Physician support, formal policy key for family access

Flexibility is the key word when developing a policy on family access, says Stephen Epstein, MD, MPP, spokesman for the American College of Emergency Physicians and clinical operations director at Beth Israel Deaconess Medical Center in Boston. Understanding the family’s needs is important, but they must be balanced with patient safety.

Epstein offers these additional tips:

Obtain physician support when developing a policy. Be prepared for some physicians to resist the idea, mostly because they fear the family members may be upset by what they see or because the family might interfere with treatment. Emergency physicians don’t want to be distracted from the patient, so you will have to reassure them that those fears very rarely materialize. Show them the research that proves it. 

Consider practical matters such as the room size. No matter how good an idea it is to allow family access, you may face insurmountable obstacles. If your trauma bay is tiny and crowded, it’s not a good idea to introduce a family member and escort.

Maintain patient’s privacy. Having family members stand in the hall and look through an open doorway is not a good solution. That exposes the patient to anyone else who happens to walk by.
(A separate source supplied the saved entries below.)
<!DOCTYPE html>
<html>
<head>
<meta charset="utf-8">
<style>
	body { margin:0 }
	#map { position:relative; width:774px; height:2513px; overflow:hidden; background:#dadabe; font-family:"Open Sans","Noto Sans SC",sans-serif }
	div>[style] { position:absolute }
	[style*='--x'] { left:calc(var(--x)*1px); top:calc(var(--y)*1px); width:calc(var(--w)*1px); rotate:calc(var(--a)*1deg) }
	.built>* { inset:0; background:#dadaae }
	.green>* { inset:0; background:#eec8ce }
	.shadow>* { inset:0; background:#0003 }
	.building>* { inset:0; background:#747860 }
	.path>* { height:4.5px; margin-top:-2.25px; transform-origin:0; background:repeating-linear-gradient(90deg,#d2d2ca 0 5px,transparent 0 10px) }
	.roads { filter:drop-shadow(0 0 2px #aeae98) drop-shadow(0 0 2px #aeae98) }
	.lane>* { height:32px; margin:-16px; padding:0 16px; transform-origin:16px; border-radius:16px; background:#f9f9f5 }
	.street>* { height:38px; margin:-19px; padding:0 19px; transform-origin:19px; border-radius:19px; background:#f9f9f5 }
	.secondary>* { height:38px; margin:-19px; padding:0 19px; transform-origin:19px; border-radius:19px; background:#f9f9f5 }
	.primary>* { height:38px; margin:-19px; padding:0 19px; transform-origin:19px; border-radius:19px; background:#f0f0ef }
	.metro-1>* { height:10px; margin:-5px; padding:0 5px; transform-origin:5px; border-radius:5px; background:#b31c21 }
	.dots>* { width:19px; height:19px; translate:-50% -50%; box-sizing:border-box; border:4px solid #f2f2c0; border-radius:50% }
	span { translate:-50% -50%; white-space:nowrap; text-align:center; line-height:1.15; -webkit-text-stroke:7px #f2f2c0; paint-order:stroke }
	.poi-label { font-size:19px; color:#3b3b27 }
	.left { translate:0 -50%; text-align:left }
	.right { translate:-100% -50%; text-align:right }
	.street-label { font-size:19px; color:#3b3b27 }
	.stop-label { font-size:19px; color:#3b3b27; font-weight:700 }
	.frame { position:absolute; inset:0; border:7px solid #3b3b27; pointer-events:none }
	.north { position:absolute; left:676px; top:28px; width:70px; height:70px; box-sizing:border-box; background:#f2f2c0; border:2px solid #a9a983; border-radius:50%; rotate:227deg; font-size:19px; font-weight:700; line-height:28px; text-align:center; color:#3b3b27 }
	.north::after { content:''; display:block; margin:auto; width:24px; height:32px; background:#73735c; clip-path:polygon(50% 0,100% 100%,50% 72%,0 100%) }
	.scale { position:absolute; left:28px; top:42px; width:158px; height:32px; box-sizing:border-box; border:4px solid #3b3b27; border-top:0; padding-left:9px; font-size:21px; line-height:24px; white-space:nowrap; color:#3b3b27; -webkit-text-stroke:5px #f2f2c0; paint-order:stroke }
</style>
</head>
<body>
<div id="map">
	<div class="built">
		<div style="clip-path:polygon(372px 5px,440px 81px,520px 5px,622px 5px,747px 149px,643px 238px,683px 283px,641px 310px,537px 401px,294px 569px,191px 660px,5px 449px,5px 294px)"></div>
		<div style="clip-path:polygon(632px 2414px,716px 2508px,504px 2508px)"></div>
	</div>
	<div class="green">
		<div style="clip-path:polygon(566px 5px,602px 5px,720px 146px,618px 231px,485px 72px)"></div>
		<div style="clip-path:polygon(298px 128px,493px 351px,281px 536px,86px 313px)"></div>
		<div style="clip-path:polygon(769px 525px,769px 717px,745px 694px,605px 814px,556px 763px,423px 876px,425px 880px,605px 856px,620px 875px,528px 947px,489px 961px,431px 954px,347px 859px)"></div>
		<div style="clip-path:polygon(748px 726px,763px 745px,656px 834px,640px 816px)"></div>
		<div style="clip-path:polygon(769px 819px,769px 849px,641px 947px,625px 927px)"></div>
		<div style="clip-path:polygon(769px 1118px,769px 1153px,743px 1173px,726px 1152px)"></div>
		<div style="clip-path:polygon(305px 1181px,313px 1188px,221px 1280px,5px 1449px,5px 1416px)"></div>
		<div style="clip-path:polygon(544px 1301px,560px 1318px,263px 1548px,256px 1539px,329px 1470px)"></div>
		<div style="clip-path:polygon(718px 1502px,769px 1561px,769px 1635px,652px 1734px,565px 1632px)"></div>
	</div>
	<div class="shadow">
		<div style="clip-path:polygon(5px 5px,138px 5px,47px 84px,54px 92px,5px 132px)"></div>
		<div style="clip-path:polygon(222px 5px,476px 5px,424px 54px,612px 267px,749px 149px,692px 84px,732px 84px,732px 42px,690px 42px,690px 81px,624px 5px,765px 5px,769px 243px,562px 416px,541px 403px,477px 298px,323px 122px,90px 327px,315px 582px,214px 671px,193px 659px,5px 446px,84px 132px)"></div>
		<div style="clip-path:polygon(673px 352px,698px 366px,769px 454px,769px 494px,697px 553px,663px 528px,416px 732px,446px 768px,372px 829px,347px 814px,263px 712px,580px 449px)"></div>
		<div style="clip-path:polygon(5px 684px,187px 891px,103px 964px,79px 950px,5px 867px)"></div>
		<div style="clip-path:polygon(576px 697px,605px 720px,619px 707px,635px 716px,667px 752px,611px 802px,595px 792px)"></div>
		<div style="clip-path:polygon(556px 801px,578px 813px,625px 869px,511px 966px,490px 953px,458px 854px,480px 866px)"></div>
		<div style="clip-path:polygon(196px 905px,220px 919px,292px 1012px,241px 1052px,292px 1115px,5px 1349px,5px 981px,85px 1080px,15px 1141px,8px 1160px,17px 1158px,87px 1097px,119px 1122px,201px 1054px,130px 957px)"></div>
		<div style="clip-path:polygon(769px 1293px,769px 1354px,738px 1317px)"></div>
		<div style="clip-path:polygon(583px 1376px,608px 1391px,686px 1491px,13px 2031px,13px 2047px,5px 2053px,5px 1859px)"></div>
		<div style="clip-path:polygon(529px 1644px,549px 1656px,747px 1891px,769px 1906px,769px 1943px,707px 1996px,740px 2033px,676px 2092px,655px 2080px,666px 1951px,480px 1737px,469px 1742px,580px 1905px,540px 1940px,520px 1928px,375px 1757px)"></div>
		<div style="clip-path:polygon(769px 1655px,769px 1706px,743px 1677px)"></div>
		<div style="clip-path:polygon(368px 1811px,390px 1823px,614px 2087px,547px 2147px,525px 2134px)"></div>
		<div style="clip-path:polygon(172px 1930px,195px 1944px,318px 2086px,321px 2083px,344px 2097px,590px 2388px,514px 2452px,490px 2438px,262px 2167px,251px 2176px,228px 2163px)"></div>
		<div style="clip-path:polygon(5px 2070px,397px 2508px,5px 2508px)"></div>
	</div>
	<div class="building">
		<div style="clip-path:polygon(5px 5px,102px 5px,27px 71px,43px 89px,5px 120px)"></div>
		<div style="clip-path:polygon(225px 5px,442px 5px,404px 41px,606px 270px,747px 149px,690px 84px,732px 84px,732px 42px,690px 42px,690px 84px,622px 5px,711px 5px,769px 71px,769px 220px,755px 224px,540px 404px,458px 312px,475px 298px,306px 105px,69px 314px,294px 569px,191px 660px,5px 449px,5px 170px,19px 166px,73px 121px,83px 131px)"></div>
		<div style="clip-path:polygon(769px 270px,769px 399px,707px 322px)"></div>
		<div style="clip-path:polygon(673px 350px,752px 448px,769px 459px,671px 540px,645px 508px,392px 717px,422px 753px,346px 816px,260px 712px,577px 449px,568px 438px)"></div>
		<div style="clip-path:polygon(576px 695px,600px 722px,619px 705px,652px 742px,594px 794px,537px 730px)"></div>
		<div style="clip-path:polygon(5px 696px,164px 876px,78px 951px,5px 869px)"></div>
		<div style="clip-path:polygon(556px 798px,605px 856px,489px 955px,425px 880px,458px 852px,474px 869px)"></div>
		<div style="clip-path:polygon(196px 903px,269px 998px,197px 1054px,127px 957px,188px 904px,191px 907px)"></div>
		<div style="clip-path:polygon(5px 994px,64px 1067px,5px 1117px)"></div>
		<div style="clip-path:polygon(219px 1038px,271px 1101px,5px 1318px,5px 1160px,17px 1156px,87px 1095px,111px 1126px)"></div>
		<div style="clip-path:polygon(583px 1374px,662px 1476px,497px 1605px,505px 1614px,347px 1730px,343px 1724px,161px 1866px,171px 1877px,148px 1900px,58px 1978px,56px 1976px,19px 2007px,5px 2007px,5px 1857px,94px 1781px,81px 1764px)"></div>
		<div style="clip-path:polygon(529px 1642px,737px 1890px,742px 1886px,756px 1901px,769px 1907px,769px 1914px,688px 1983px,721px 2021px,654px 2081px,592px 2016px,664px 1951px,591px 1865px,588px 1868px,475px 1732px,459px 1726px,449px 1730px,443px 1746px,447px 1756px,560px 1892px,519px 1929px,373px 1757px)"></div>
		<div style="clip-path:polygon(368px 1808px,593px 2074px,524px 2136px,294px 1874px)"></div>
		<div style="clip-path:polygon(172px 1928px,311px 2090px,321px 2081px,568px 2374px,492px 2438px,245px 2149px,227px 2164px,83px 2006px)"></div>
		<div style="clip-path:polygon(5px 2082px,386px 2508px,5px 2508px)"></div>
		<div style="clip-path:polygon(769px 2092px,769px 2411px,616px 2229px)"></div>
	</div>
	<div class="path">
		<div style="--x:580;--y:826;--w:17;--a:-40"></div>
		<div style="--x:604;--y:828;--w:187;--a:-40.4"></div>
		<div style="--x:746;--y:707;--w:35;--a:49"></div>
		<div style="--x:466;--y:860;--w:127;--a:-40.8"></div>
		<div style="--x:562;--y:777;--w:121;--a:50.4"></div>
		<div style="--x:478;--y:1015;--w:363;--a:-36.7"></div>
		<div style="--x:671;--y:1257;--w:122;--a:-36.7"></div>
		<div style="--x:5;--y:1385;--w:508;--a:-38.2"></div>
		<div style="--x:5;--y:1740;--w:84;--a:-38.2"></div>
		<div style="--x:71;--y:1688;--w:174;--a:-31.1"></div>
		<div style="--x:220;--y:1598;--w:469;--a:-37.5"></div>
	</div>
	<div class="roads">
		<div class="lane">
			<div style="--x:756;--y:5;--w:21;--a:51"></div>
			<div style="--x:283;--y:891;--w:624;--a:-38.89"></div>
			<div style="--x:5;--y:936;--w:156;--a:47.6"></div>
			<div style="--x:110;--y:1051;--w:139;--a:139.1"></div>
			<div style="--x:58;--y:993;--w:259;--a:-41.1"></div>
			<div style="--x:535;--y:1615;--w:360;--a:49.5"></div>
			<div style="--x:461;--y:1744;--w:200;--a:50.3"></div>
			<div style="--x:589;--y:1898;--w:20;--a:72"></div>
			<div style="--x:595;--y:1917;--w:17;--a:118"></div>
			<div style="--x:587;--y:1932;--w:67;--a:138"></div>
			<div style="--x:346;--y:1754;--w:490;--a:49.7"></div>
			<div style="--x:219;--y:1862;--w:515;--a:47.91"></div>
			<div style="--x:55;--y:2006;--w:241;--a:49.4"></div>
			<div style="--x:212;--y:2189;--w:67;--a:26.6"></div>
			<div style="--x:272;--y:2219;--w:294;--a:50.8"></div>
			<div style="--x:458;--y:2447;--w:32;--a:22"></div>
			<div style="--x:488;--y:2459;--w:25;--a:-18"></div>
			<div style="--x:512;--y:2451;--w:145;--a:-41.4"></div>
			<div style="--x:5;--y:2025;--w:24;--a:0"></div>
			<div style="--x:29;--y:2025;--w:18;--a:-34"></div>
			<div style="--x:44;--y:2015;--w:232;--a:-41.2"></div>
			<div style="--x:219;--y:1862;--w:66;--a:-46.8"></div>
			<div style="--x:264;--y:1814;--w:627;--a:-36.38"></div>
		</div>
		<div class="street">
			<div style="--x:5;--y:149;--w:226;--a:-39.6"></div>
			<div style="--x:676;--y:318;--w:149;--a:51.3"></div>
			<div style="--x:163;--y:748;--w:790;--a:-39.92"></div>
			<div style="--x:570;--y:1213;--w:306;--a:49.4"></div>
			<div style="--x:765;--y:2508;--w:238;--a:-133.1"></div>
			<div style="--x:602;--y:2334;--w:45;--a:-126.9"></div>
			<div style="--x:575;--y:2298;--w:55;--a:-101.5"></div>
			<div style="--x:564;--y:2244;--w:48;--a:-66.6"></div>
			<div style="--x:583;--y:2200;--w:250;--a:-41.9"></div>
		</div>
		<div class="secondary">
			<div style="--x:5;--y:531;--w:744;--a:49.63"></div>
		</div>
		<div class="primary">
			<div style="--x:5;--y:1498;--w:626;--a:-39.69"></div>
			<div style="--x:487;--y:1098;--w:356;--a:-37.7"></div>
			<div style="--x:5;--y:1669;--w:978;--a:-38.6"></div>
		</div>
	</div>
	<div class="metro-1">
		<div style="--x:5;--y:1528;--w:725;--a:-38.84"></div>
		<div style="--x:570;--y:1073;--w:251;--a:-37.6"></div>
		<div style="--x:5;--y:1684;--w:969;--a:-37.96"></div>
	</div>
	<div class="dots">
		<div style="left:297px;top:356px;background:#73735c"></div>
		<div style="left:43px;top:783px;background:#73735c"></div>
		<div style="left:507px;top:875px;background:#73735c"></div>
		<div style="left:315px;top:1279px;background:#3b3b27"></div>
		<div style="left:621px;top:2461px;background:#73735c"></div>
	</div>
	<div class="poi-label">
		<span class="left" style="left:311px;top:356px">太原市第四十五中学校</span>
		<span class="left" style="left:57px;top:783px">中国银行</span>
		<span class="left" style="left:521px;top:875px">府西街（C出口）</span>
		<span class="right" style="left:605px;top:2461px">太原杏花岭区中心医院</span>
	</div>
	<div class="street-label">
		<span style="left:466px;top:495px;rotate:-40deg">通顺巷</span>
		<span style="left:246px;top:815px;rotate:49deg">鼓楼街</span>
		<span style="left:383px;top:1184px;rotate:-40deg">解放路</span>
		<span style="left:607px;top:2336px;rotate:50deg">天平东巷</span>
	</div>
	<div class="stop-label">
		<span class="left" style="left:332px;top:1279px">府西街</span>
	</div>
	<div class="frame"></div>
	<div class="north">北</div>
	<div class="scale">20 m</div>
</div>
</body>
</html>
Allow personal touching if possible but not at the risk of patient safety. It’s important that the family member be able to hold the patient’s hand, and you should allow that touching as much as is practical. But in a resuscitation, for instance, there’s too much activity going on, and you should have the family stand back. The patient’s treatment needs come first.

Have the family escort help decide what the family wants to see. Not every family member will be willing or able to watch. What they can and can’t tolerate will vary greatly from one individual to the next. But the research suggests that most family members can tolerate very graphic efforts and still want to be present.

Make sure the escort is ready to take family members out if they are disruptive in any way. The family should not interfere with treatment, either physically or by talking critically to the staff. If family members can’t be calmed, the escort should take them out.

Establish that the physician running the resuscitation has the final say about family presence. The patient’s care comes first, so the physician must have veto power over the family presence. But that is why it is important to work closely with the physicians when developing the policy, so that they understand the need for family presence and don’t automatically say no in the heat of the moment.